Leonardo Ruíz

Personal information
- Full name: José Leonardo Ruiz Alegría
- Date of birth: 25 July 2000 (age 25)
- Place of birth: Lima, Peru
- Height: 1.80 m (5 ft 11 in)
- Position: Forward

Youth career
- Sport Boys

Senior career*
- Years: Team / Apps / (Gls)
- 2020: Sport Boys / 9 / (0)
- 2022: Vilavelhense / 0 / (0)
- 2022: União Mogi / 1 / (0)
- 2022–2023: Deportivo Llacuabamba / 0 / (0)

= Leonardo Ruíz =

Peruvian footballer (born 2000)

José Leonardo Ruiz Alegría (born 25 July 2000) is a Peruvian footballer who plays as a forward.

==Career==

===Sport Boys===
After a good season as top scorer for Sport Boys' reserve team with 10 goals in the 2019 season, he was promoted to the first team squad in January 2020. He got his official debut for Sport Boys on 15 February 2020 against Carlos A. Mannucci.

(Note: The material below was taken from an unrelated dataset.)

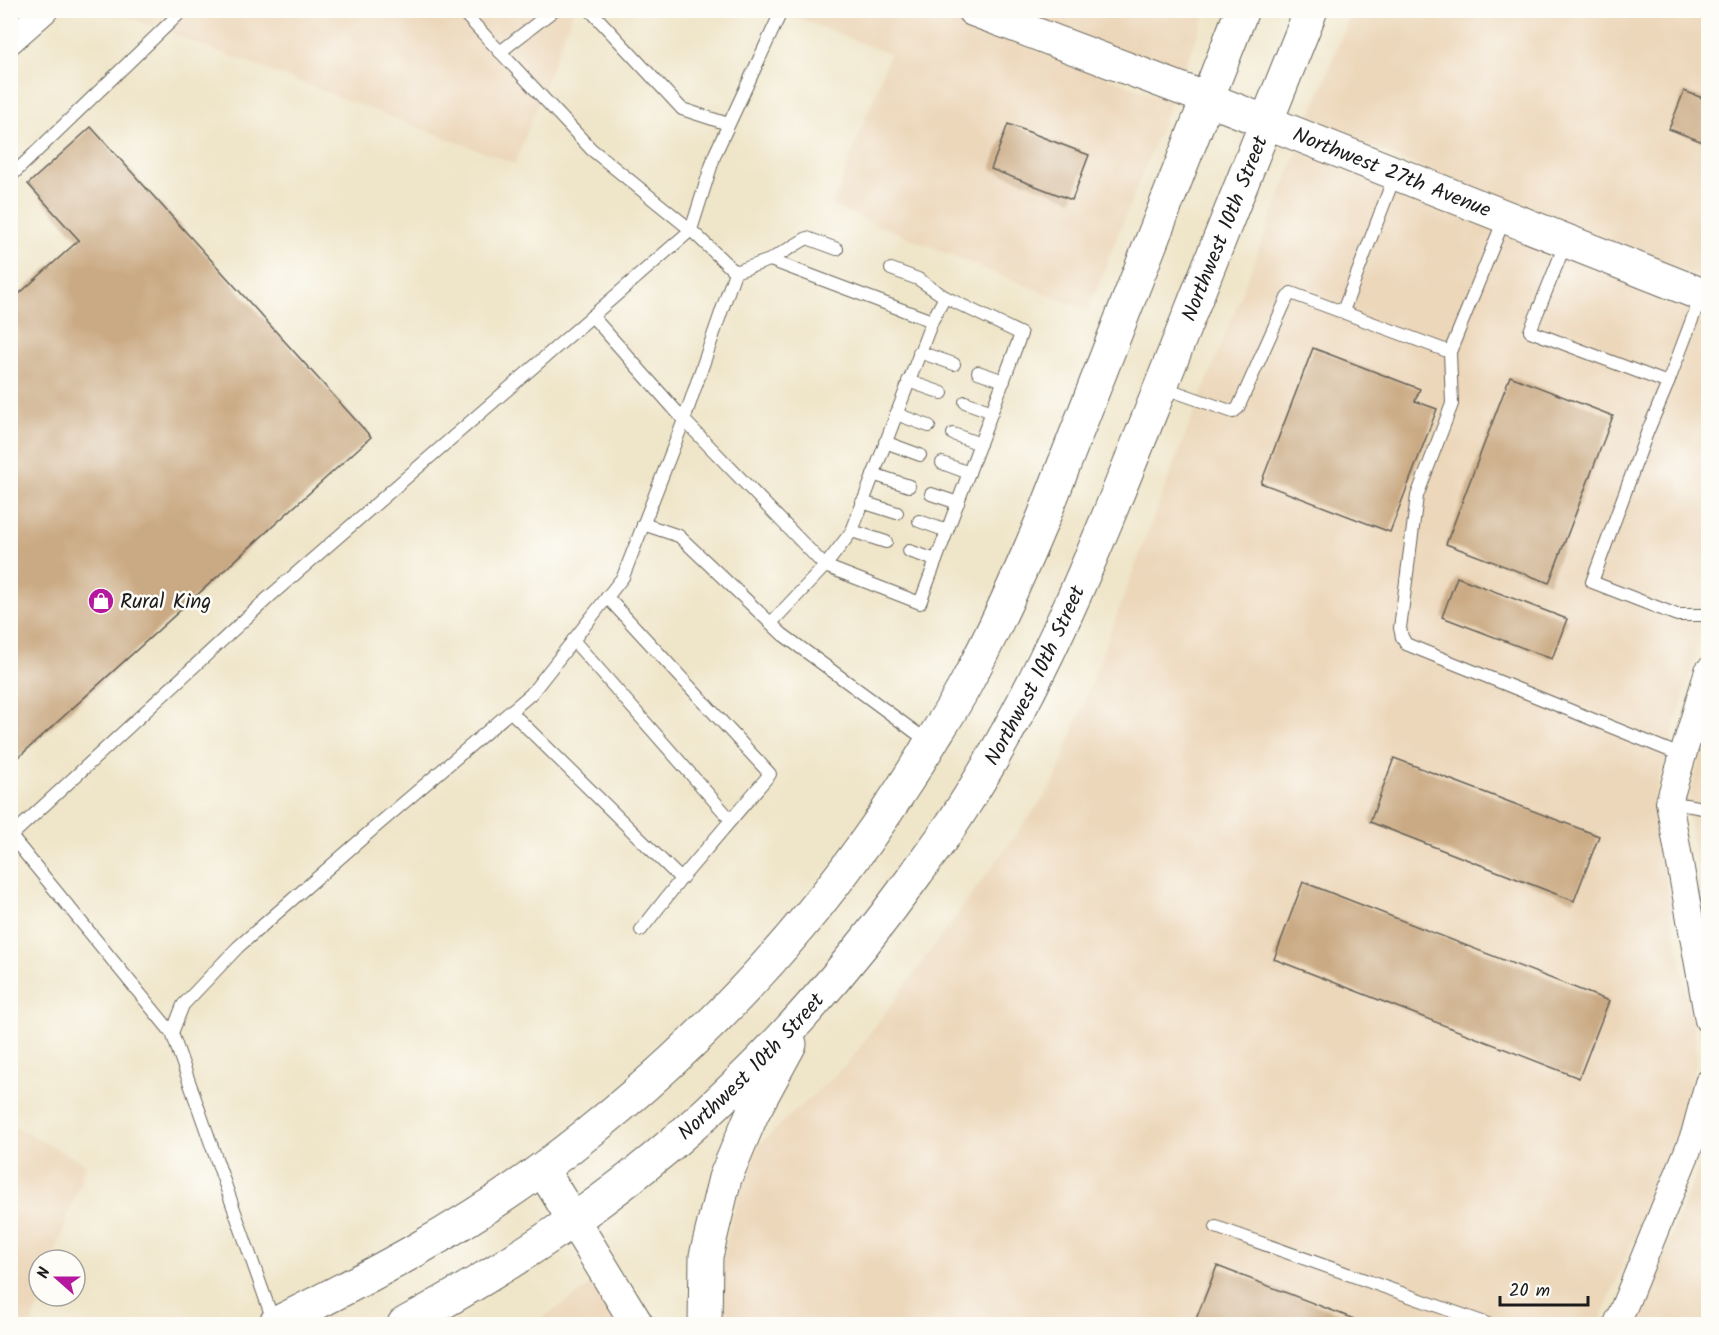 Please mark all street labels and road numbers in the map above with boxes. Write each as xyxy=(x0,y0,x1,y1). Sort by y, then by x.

Ruíz started on the bench, before replacing Eduardo Uribe in the 68th minute. He left the club at the end of 2020.

===Brazil===
In the beginning of 2022, Ruíz played for Brazilian club Vilavelhense. In April 2022, he moved to fellow country club, União Mogi.

===Return to Peru===
In the beginning of 2023, Ruíz joined Peruvian Segunda División side Deportivo Llacuabamba.